What you should do:
Each line below containing the word "rows" needs to be shown.

[Records shown — start]

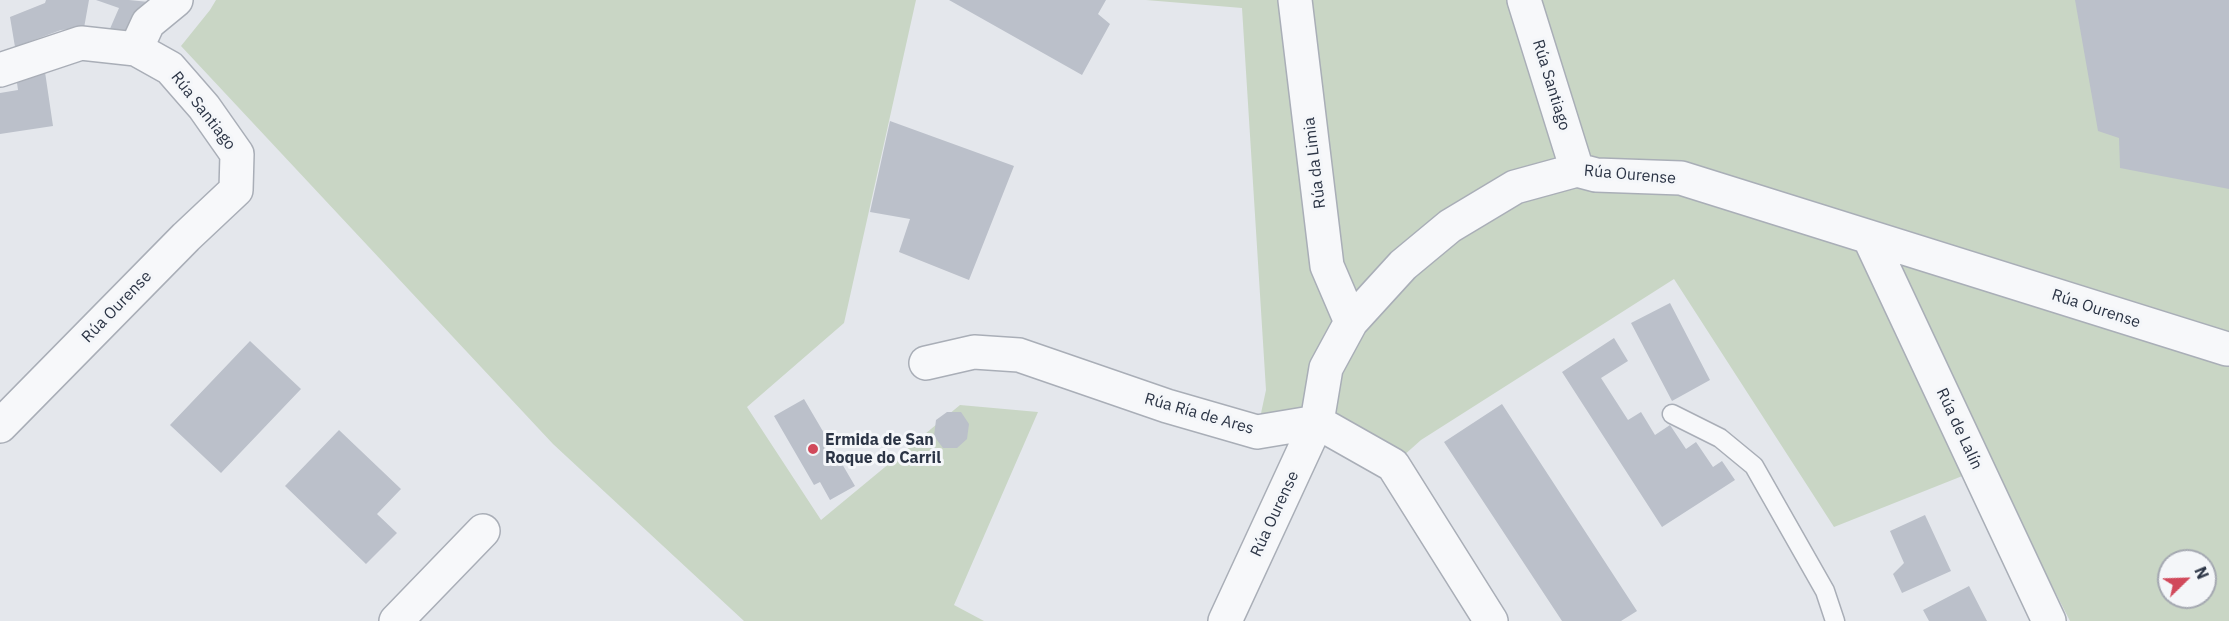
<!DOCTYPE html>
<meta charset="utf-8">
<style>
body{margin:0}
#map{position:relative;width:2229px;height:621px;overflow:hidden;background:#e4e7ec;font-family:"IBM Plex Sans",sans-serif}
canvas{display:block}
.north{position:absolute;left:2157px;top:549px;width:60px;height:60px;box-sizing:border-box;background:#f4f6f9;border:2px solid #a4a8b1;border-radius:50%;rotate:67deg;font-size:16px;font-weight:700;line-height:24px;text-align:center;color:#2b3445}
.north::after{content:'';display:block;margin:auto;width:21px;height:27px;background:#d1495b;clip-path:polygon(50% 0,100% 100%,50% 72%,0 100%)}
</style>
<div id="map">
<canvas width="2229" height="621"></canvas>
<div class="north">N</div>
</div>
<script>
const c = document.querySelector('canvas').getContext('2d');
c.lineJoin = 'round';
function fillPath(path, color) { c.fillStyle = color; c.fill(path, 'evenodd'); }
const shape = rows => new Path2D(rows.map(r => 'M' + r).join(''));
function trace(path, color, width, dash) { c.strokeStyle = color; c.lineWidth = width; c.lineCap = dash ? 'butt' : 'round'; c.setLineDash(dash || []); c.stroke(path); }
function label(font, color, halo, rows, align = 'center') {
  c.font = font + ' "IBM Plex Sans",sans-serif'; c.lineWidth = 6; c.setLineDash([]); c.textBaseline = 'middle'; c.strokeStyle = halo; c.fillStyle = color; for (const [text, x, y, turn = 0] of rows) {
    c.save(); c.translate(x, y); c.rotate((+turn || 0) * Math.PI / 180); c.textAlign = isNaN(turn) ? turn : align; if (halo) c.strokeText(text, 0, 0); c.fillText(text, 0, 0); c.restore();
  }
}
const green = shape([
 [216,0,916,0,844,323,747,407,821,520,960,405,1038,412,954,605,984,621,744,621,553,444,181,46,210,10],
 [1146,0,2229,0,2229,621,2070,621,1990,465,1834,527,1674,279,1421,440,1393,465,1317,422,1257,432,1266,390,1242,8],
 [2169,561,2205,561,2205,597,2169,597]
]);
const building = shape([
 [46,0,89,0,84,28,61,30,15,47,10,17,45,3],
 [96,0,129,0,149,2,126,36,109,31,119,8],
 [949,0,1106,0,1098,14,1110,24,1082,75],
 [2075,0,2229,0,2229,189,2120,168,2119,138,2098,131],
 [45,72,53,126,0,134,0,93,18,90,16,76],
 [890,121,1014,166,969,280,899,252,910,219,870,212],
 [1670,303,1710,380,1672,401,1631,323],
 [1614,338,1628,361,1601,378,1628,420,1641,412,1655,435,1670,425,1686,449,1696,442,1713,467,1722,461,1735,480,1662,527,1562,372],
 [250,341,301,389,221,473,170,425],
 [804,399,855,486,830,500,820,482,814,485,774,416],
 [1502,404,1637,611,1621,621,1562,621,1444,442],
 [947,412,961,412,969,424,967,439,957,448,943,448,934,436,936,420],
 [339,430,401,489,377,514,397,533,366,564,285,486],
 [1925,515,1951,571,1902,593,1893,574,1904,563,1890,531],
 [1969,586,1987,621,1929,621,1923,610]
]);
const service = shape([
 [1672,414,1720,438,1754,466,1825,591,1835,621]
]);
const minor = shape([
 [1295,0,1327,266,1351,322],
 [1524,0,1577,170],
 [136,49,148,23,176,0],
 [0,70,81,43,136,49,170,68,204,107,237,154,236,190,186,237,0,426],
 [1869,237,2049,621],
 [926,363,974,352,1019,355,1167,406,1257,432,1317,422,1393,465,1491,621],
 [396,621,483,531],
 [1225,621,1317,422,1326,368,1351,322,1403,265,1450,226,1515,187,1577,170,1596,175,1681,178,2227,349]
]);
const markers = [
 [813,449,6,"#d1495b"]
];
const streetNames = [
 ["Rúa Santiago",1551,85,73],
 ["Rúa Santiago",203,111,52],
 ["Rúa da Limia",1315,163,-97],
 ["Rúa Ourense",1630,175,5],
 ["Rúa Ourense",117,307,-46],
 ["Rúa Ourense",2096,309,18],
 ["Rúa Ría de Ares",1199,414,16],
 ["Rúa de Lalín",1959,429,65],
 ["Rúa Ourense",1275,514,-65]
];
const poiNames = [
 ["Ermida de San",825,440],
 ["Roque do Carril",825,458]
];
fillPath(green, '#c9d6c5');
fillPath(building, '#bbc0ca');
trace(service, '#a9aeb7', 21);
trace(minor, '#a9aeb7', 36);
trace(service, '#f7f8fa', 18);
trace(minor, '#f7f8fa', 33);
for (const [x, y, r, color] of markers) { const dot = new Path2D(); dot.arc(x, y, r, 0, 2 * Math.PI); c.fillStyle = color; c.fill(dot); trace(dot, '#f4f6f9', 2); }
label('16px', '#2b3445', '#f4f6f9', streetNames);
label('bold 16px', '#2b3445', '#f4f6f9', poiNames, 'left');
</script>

[Records shown — finish]

Exercise result:
const shape = rows => new Path2D(rows.map(r => 'M' + r).join(''));
function label(font, color, halo, rows, align = 'center') {
  c.font = font + ' "IBM Plex Sans",sans-serif'; c.lineWidth = 6; c.setLineDash([]); c.textBaseline = 'middle'; c.strokeStyle = halo; c.fillStyle = color; for (const [text, x, y, turn = 0] of rows) {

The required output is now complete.